→ Saved entries
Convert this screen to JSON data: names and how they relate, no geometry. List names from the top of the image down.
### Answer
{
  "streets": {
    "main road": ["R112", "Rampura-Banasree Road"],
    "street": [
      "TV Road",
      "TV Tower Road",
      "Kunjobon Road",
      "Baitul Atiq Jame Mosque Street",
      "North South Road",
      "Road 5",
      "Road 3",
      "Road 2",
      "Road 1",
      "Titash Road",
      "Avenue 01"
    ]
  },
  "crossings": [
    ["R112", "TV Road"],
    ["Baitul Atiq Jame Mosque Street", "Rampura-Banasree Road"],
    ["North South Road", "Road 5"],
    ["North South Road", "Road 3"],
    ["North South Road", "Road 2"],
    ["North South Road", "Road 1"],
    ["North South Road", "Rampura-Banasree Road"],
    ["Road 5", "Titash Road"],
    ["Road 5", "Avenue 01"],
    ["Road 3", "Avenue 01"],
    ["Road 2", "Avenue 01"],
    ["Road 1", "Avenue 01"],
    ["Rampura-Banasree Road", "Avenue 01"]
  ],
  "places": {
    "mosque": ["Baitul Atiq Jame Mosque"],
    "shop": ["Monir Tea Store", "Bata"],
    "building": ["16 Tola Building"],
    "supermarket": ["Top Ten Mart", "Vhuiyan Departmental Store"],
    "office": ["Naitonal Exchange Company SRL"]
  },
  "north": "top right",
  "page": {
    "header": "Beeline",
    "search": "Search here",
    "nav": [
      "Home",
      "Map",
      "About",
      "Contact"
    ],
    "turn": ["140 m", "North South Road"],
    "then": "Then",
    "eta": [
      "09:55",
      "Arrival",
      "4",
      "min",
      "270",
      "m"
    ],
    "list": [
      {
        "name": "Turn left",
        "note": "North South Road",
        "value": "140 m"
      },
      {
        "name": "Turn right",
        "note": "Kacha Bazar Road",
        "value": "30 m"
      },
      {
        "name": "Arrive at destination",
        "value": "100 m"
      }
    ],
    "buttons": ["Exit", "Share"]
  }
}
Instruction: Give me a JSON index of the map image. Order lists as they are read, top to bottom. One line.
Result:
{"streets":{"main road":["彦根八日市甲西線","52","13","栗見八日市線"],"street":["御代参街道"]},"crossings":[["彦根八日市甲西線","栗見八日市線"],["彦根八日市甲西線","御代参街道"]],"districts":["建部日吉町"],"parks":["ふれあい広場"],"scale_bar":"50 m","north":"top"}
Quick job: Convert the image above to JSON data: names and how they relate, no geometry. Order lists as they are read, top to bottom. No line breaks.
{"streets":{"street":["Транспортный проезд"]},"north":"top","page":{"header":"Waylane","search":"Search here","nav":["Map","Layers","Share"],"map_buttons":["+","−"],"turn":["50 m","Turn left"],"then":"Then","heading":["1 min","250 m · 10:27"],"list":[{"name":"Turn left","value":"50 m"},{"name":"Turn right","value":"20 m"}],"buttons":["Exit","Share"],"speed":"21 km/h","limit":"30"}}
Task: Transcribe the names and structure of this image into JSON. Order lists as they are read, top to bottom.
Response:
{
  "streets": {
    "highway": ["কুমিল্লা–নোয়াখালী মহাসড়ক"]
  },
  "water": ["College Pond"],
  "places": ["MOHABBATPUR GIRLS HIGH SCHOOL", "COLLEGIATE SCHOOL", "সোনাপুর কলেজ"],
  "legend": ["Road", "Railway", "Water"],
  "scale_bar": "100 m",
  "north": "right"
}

→ GOAL OF THE EXERCISE
Produce a verbatim copy of the lines from the one holding "Task: Transcribe the" to the final line of the data, and nothing more.

→ SOLUTION BELOW
Task: Transcribe the names and structure of this image into JSON. Order lists as they are read, top to bottom.
Response:
{
  "streets": {
    "highway": ["কুমিল্লা–নোয়াখালী মহাসড়ক"]
  },
  "water": ["College Pond"],
  "places": ["MOHABBATPUR GIRLS HIGH SCHOOL", "COLLEGIATE SCHOOL", "সোনাপুর কলেজ"],
  "legend": ["Road", "Railway", "Water"],
  "scale_bar": "100 m",
  "north": "right"
}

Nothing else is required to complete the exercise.